■ Task to complete:
How many of the lines below hold the word "Soledad"? Answer only with the number.

■ Records to use:
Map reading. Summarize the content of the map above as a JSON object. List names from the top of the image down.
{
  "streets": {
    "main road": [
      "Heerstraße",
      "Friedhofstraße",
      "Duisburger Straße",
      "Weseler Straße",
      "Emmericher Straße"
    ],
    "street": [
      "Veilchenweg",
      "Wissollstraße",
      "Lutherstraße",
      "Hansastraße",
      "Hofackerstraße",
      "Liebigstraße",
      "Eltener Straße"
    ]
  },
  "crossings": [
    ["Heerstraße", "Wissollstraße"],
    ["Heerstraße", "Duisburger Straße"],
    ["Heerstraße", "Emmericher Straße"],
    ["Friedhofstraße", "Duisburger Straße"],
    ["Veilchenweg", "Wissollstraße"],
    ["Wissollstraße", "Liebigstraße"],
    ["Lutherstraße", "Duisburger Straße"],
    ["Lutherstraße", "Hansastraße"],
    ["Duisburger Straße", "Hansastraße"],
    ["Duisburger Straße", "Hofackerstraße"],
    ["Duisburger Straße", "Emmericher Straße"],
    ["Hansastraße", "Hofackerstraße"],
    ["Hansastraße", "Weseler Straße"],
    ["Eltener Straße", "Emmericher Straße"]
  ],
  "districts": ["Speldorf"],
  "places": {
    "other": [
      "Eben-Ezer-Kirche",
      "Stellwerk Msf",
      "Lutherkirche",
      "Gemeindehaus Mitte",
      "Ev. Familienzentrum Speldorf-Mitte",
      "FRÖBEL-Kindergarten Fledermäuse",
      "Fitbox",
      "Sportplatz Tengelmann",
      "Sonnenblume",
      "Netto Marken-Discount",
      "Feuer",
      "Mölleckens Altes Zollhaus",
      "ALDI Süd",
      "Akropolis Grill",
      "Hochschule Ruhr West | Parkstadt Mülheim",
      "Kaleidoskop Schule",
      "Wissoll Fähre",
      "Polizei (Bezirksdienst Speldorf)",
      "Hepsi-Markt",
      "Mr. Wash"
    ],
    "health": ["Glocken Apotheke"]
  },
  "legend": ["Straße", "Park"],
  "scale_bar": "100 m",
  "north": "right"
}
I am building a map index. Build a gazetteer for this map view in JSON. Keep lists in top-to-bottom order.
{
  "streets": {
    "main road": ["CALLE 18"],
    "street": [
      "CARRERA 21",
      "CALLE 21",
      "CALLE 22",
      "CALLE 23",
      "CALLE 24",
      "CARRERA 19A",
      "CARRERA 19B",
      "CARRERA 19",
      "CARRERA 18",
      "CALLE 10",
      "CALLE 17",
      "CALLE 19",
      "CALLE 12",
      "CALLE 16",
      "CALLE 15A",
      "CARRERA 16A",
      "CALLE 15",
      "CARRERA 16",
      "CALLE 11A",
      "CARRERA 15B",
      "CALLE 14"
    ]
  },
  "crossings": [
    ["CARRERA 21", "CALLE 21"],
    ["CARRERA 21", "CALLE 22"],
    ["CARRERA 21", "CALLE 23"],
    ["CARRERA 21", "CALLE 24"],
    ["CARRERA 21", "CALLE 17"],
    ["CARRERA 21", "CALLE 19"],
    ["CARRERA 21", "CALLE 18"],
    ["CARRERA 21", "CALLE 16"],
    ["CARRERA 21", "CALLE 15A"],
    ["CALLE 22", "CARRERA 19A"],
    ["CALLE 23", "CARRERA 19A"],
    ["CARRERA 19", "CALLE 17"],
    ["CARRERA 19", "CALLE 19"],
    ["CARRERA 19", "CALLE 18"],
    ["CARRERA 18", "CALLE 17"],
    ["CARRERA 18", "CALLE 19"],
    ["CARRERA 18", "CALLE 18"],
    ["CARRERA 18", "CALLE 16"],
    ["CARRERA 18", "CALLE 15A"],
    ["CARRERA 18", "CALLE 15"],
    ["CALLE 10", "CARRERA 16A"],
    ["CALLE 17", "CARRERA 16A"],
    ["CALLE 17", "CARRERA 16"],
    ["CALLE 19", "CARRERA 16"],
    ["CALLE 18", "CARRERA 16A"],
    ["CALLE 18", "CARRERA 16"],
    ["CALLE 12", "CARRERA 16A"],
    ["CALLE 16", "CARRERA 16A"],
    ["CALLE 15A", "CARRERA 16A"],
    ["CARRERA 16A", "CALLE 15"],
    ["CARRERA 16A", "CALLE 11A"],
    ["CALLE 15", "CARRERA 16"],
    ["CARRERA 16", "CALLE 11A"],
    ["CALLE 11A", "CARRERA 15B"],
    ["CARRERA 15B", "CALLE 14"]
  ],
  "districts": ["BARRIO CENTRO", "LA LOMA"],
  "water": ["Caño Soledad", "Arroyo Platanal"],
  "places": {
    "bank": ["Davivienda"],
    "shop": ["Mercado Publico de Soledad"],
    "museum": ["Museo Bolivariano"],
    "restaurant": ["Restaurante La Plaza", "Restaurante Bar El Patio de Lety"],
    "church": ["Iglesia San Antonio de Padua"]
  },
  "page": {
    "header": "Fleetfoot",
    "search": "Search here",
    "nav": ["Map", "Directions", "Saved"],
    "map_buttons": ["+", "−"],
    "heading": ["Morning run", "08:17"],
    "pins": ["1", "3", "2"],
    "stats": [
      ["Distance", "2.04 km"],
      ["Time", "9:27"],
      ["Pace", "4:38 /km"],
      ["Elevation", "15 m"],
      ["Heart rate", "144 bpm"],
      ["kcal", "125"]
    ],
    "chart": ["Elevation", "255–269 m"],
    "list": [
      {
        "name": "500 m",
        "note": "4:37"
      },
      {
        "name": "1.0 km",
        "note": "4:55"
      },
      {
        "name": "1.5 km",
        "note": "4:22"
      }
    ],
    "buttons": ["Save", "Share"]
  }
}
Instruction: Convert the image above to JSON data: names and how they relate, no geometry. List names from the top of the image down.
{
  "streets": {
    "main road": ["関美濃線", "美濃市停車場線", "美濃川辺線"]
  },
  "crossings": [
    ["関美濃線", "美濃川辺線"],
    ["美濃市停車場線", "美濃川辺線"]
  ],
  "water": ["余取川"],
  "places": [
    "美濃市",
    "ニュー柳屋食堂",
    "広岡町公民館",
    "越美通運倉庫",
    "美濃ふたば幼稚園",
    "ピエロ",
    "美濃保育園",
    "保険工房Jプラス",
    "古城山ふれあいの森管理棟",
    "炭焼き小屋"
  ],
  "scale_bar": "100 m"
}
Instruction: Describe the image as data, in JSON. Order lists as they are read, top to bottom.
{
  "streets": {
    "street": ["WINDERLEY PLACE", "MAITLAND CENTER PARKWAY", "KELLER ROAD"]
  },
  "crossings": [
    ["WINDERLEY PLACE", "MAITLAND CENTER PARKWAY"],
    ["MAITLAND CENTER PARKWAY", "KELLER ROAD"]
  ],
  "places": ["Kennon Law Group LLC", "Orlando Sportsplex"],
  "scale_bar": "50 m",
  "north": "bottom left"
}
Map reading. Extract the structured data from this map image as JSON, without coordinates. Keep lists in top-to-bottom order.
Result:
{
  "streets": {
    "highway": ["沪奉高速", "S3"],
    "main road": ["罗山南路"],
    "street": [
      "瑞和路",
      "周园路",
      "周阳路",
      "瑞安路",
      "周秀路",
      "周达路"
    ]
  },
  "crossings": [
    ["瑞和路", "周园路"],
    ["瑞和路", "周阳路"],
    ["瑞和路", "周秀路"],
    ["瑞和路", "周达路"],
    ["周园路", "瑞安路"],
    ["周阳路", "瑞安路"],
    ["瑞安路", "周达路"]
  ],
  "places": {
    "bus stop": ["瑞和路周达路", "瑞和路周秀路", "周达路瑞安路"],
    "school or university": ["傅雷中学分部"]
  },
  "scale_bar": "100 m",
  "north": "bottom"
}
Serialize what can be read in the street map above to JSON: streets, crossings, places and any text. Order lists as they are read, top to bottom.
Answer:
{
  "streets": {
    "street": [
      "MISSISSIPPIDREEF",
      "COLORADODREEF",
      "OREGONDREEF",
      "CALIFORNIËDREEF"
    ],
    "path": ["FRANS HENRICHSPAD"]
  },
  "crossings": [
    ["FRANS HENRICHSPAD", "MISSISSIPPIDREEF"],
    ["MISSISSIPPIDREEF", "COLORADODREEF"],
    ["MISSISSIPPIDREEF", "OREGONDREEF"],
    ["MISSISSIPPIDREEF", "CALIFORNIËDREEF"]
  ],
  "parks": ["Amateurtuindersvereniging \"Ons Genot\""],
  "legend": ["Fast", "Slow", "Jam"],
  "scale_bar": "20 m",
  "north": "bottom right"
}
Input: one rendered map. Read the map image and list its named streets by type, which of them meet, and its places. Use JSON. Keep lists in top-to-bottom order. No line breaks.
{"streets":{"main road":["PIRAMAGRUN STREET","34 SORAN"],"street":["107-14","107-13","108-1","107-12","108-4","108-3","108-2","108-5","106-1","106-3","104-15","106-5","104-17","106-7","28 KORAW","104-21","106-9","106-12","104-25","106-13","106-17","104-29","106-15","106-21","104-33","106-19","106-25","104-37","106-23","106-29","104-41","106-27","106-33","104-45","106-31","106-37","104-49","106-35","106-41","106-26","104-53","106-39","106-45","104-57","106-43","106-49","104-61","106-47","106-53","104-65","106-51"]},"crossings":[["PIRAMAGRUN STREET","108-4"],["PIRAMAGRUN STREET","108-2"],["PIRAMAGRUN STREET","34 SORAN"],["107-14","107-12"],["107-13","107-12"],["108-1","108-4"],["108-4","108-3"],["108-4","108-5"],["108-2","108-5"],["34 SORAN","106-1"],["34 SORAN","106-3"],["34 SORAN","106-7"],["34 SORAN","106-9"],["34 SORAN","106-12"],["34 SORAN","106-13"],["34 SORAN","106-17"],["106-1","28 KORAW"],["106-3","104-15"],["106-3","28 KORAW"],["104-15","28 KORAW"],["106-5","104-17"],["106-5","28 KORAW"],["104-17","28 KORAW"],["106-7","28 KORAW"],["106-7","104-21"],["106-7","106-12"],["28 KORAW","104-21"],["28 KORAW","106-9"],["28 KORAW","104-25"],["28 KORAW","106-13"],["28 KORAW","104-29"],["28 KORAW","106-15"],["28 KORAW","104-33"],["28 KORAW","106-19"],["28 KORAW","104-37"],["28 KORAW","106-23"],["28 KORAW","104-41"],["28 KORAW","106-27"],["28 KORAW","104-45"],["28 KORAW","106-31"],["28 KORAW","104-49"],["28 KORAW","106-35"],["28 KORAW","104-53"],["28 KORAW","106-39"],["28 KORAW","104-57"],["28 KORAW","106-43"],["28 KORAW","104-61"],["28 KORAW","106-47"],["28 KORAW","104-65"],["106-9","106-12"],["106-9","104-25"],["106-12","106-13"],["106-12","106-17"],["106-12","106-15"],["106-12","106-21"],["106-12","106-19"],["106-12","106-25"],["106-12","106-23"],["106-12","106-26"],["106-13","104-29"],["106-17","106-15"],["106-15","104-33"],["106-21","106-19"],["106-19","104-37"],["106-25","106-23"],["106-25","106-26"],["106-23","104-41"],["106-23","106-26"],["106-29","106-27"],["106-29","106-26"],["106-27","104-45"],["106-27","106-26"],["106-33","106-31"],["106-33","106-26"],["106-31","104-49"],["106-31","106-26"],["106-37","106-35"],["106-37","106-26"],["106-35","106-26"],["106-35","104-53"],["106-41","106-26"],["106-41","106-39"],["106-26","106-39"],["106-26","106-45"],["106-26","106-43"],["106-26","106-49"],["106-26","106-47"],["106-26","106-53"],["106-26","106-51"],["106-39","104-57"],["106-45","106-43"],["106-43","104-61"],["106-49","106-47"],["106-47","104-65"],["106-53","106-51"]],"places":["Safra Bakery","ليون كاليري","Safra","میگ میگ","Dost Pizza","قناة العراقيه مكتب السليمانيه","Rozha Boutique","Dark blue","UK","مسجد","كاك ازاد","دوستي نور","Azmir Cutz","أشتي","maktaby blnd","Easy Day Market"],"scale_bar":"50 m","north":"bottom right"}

■ Solution:
2